Of Goats and Groceries: Some Italians in Early Sunnyside

By Amy O’Hair

The presence of goats in Sunnyside is evident from the earliest photographs, such as this iconic shot that captured the witch’s hat tower of the Sunnyside Powerhouse in the background, with a munching goat in the foreground, taken on Monterey near Circular in 1911.

A view looking west of Monterey at Circular, with the Sunnyside Powerhouse in the background, and a roaming goat in the foreground. SFMTA Archives, https://sfmta.photoshelter.com/
A view looking west of Monterey at Circular, with the Sunnyside Powerhouse in the background, and a roaming goat in the foreground. 1911. SFMTA Archives, https://sfmta.photoshelter.com/

Then the same photographer turned to face the other direction, and caught a few more grazing goats on the railroad tracks.

A view looking east on Monterey near Circular, with goats grazing near the Southern Pacific Railroad tracks on far right. 1911. SFMTA Archives, https://sfmta.photoshelter.com/
A view looking east on Monterey near Circular, with goats grazing near the Southern Pacific Railroad tracks on far right. 1911. SFMTA Archives, https://sfmta.photoshelter.com/ Learn more about this rich early photograph in this post.

One Sunnyside resident had his own goat dairy, located further up the street on Monterey in the 1910s. It probably wasn’t quite legal, given the City’s pound limits regulating what animals could be kept where. But no matter, because there were a lot of small dairy operations here, and in the Excelsior and elsewhere, well into the twentieth century. A cow in the backyard was far from uncommon.

After arriving in 1909, Sicilian immigrant Frank Maita opened a small dairy operation with goats, on the site of the present house at 535 Monterey Boulevard, in 1915. Most of the lot was open, with a little house set down the hill. Frank and Catherine Maita already had five children when they started their business; with four more to come, it was not a sustainable setup.

But it was a start on a new life in a new country.

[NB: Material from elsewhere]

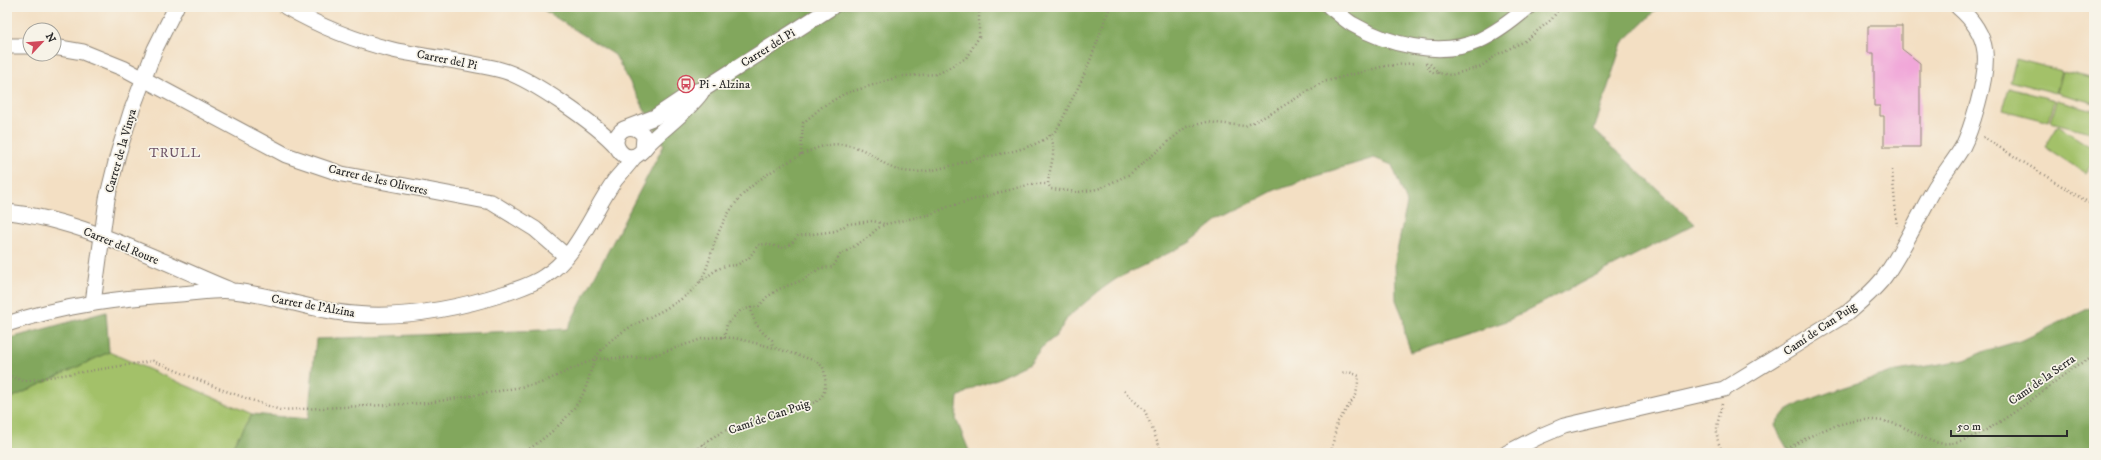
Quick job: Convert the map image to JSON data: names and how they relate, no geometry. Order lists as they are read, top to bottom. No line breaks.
{"streets":{"street":["Carrer del Pi","Carrer de la Vinya","Carrer de les Oliveres","Carrer del Roure","Carrer de l'Alzina","Camí de Can Puig"],"path":["Camí de la Serra"]},"crossings":[["Carrer del Pi","Carrer de l'Alzina"],["Carrer de la Vinya","Carrer de les Oliveres"],["Carrer de la Vinya","Carrer del Roure"],["Carrer de la Vinya","Carrer de l'Alzina"],["Carrer de les Oliveres","Carrer de l'Alzina"],["Carrer del Roure","Carrer de l'Alzina"]],"districts":["TRULL"],"places":{"bus stop":["Pi - Alzina"]},"scale_bar":"50 m","north":"top right"}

Frank Maita with one of his goats. I was told this was taken at the Monterey Blvd site in the 1920s, but the background matches another photo taken later on the Hayward farm, so I believe it to be from the 1940s or 1950s. Photo courtesy Jack Maita.
Frank Maita with one of his goats. I was told this was taken at the Monterey Blvd site in the 1920s, but the background matches another photo taken later on the Hayward farm, so I believe it to be from the 1940s or 1950s. Photo courtesy Jack Maita.

1915 Sanborn map, showing Frank Maita's little goat dairy property in 1915 (highlighted). He would end up buying the additional two lots to the east. Sunnyside Avenue became Monterey Blvd. Library of Congress.
1915 Sanborn map, showing Frank Maita’s little goat dairy property in 1915 (highlighted). He would end up buying the additional two lots to the east. Sunnyside Avenue became Monterey Blvd. Library of Congress.

Goat farming was going to see a vogue soon. People were offering goats for sale nearby, indicating they had a few extra to spare. When Maita started, he may have bought his goats from this woman on Chenery Street—or this dairy on Madrid—or even up the hill in Ingleside on Caine Street, all classified ads from the months before he got started.

From Poverty to Property

Frank Maita and his family came from Cefalà Diana, a small village in the hills south of Palermo, Sicily. The village had slowly grown to about 1300 residents by 1911, but over the following ten years, two hundred people moved away. The south suffered from real economic distress and lack of opportunity, exacerbated by the rise of the mafia in the west of Sicily, where the Maitas’ village was located, during the last half of the 19th century. This map from 1900 flagged their village, as well of most others in the area, as strongholds of the violent organizations.

Detail from Cutrera map, 1900, showing village of Cefalà DIana and other villages south of Palermo, marking n red those under influence of Sicilian mafia then. Wikimedia Commons. https://commons.wikimedia.org/wiki/File:SicilianMafia1900Cutrera.jpg
Detail from Cutrera map, 1900, showing village of Cefalà Diana and other villages south of Palermo, marking in red those under influence of Sicilian mafia then. Wikimedia Commons.

My research reveals that no small number of the outgoing residents of Cefalà Diana relocated to San Francisco, and in particular Sunnyside and nearby districts. Frank Maita’s family was just one branch of the extended Maita clan in the area; there were no fewer than three Joseph Maitas in Sunnyside/Glen Park area in the 1910s, all distantly or closely related.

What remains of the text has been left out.